Episode #6 of the course “Most Important Historical Events of the 20th Century”

World War II is considered the largest war with the greatest number of causalities. However, no one occurrence caused more death and destruction than dropping an atomic bomb on Hiroshima in 1945. The drop on the Japanese city occurred on August 6 and was carried out by an American B-29 bomber. The explosion destroyed an estimated 90 percent of the city and 80,000 people. Thousands more would die later due to radiation exposure. The United States also dropped another bomb on Nagasaki, which killed roughly 40,000 people just days later.

These bombs were unlike any other weapon of war that the world had ever seen. In the United States, these atomic weapons were developed under the supervision of the Office of Scientific Research and Development and the War Department, so they were clearly designed with mass destruction purposes in mind. Their development began in 1940, and the first successful bomb was detonated on July 16, 1945 in Alamogordo, New Mexico.

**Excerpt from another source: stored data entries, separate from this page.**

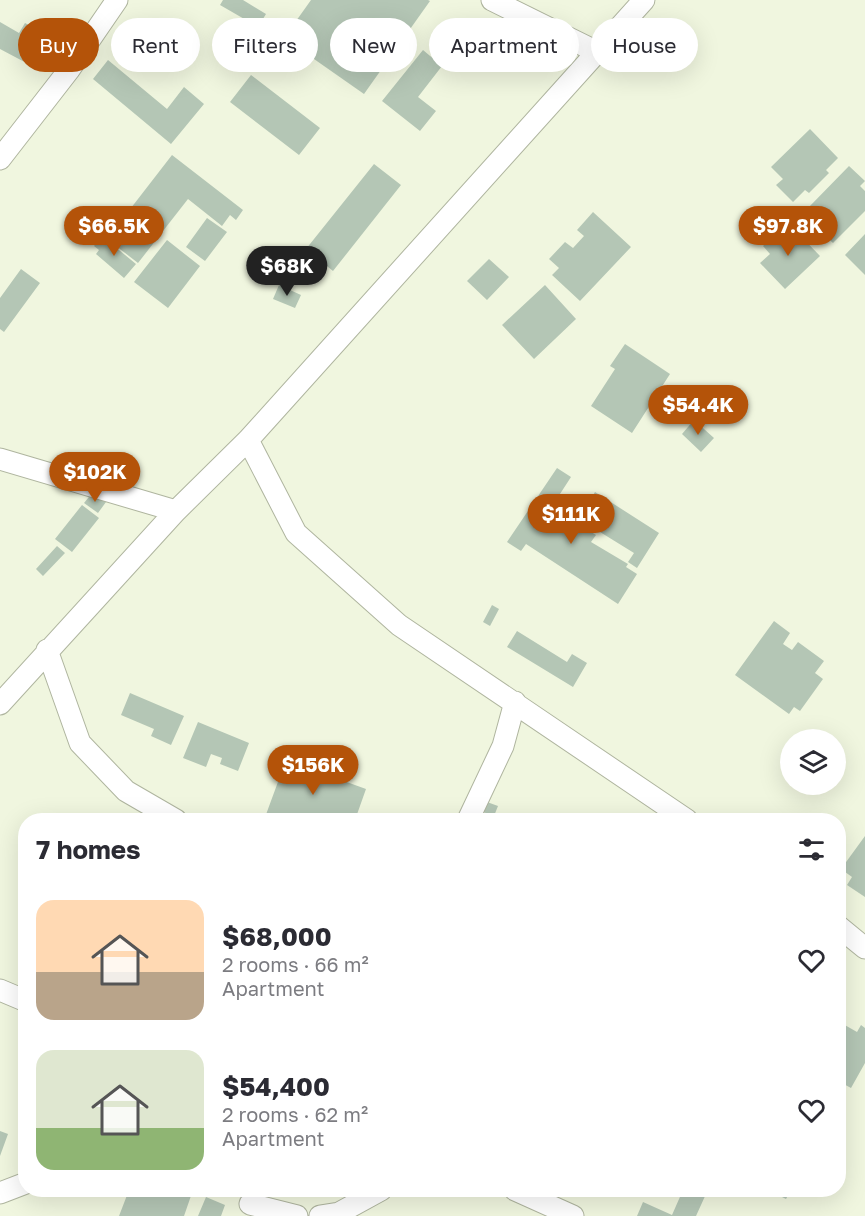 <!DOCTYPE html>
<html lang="en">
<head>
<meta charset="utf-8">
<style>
	:root { --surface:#fff; --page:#f2f2f3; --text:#2b2b33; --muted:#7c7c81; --accent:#b45309 }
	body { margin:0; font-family:"Golos Text",sans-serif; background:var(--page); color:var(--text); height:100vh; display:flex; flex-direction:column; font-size:22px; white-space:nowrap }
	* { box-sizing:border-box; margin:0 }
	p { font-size:20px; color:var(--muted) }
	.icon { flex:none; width:33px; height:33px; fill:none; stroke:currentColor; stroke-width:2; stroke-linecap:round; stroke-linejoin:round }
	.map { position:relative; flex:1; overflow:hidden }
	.details { position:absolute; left:18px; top:813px; width:828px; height:384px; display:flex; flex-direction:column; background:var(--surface); border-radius:24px; box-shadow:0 6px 24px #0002 }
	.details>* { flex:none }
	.top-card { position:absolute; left:18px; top:18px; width:830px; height:54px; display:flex; gap:12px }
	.fabs { position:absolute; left:780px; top:729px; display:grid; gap:12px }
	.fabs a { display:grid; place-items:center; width:66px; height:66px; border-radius:50%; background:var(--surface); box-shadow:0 6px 24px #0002; font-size:30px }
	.price { position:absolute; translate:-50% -51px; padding:0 14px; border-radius:21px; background:var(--accent); color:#fff; font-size:20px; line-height:39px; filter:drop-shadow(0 2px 3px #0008) }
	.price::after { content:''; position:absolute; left:50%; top:36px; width:18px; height:14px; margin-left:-9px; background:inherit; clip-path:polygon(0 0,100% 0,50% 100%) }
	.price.on { background:#222; color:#fff }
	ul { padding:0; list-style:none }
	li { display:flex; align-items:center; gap:18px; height:150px; padding:0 18px }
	li span { display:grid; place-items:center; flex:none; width:168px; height:120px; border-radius:18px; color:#555 }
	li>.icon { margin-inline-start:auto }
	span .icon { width:72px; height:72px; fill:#fffc; stroke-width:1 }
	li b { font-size:26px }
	h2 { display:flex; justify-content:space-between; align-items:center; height:72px; padding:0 18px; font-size:26px }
	.chip { padding:0 21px; border-radius:27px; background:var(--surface); box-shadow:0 6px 24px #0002; font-size:21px; line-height:54px }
	.chip.on { background:var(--accent); color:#fff }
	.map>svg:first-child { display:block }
</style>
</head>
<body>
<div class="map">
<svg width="865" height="1216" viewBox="0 0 865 1216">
	<rect width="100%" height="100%" fill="#f0f6df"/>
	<path fill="#b4c6b5" d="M223 0H243L266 14 258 27 220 5Z
		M311 0H428L430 1 364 94 284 38Z
		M0 22 19 33 25 23 50 36 34 67 0 49Z
		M524 30 543 40 534 55 515 44Z
		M423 50 442 66 418 97 436 111 420 131 382 101Z
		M108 60 167 109 184 87 204 104 171 144 93 79Z
		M251 75 320 128 299 155 230 102Z
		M810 129 838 158 826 170 829 173 809 193 805 190 793 202 776 185 783 179 771 167Z
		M172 155 243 210 236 220 230 215 222 226 188 199 138 263 107 239Z
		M374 164 401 185 333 271 306 249Z
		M849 166 865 181 860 186 865 191V211L833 243 820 231 826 225 808 208Z
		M593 212 631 247 580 301 552 275 559 268 549 259 565 242 573 248 584 236 577 230Z
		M207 218 227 232 205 261 186 247Z
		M795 230 820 256 785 289 760 263 770 254 763 246 778 231 786 238Z
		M865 234V275L845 255Z
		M102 236 136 264 124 278 96 254 99 250 94 246Z
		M167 240 200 266 168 308 134 282Z
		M489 259 509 277 487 300 467 281Z
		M21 269 40 283 4 332 0 329V298Z
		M279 285 301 295 295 308 273 299Z
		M545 285 576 319 534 359 502 325Z
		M625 344 670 374 632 433 591 406 615 369 610 366Z
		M694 420 714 438 701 452 682 434Z
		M557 468 571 477 547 514 567 528 572 520 596 535 591 542 628 564 626 567 637 574 618 604 526 544 521 551 507 542Z
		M93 492 106 502 98 513 84 503Z
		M595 492 659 533 637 568 628 562 634 553 579 519Z
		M82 505 99 518 72 552 55 539Z
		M57 546 65 553 43 576 36 569Z
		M492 605 499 609 490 626 483 622Z
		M774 621 790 633 783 644 792 650 798 642 824 661 815 673 823 679 800 711 794 707 789 714 735 675Z
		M517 631 567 662 572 654 587 663 573 687 507 647Z
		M130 693 184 716 171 745 151 736 154 729 121 715Z
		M198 722 249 743 238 771 220 764 222 758 211 754 206 767 183 758Z
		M286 760 366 789 355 820H264Z
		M487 802 498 806 494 816 483 812Z
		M865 836V897L847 885 852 877 841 869Z
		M843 1024 857 1032 861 1025 865 1028V1063L851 1088 838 1081V1033Z
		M0 1131 8 1134 0 1156Z
		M129 1190H193L184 1216H119Z
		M683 1190H696L706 1194 696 1216H637L643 1202 672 1215Z
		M768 1190H791L786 1199Z
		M206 1197 225 1205 221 1216H198Z"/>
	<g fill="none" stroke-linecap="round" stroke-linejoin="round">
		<defs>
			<path id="street" d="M492 0 597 52
				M0 159 69 70 117 0
				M248 440 296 533 399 625 687 820
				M0 459 176 511
				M47 650 80 743 126 791 176 820
				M0 704 176 511 248 440 644 0
				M468 820 503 746 515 702
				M838 926 865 948
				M0 990 26 1001
				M515 1190 573 1216
				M0 1193 26 1183
				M250 1204 297 1216
				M320 1216 339 1213 381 1190"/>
		</defs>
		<use href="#street" stroke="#afb59f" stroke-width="23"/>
		<use href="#street" stroke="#fff" stroke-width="21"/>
	</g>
</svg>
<div class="fabs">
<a><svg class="icon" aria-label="layers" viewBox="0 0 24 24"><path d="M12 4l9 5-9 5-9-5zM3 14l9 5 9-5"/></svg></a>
</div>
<b class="price" style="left:114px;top:257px">$66.5K</b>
<b class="price" style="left:788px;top:257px">$97.8K</b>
<b class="price on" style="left:287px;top:297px">$68K</b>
<b class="price" style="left:698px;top:436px">$54.4K</b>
<b class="price" style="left:95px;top:503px">$102K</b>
<b class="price" style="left:571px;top:545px">$111K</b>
<b class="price" style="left:313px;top:796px">$156K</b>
<div class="top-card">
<a class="chip on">Buy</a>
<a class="chip">Rent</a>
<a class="chip">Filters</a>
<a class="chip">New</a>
<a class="chip">Apartment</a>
<a class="chip">House</a>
</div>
<section class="details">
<h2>7 homes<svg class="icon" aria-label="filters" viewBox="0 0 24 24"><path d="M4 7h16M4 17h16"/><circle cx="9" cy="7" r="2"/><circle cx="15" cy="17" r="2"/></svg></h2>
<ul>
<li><span style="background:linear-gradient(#ffd9b3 60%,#b9a48a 0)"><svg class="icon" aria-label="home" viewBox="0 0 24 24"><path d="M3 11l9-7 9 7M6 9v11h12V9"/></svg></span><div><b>$68,000</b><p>2 rooms · 66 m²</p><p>Apartment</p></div><svg class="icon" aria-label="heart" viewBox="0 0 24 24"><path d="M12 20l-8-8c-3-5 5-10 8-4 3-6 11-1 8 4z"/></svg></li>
<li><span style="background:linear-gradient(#dfe7d0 65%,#8fb573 0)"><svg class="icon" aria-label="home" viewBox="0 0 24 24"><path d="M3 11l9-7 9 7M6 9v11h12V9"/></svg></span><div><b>$54,400</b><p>2 rooms · 62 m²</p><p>Apartment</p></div><svg class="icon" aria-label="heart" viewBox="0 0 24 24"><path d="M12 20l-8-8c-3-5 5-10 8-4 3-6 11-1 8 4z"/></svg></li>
</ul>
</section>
</div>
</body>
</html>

By the time the bomb was dropped on Hiroshima, Germany had already surrendered. Japan, on the other hand, vowed to continue fighting and even fought more intensely than they ever had before. The idea of defeat seemed to be motivation for the Japanese. Japan refused a demand for surrender in late July, even though the demand threatened Japan’s “prompt and utter destruction.”

President Truman was faced with the decision to continue fighting as he had been, which would likely result in the loss of roughly 1 million American lives, or use the atomic bomb. The Secretary of War Henry Stimson and General Dwight Eisenhower had serious moral reservations about using the bomb. Scientists who developed the bomb could not support the bombing either. Nonetheless, Truman’s hope was that this act would bring the war to a quick close without risking additional American lives. Others saw the potential for showing the world that America was a dominant force, which would be helpful in post-war negotiations.

The Japanese surrendered on August 15, 1945, nine days after the first bombing.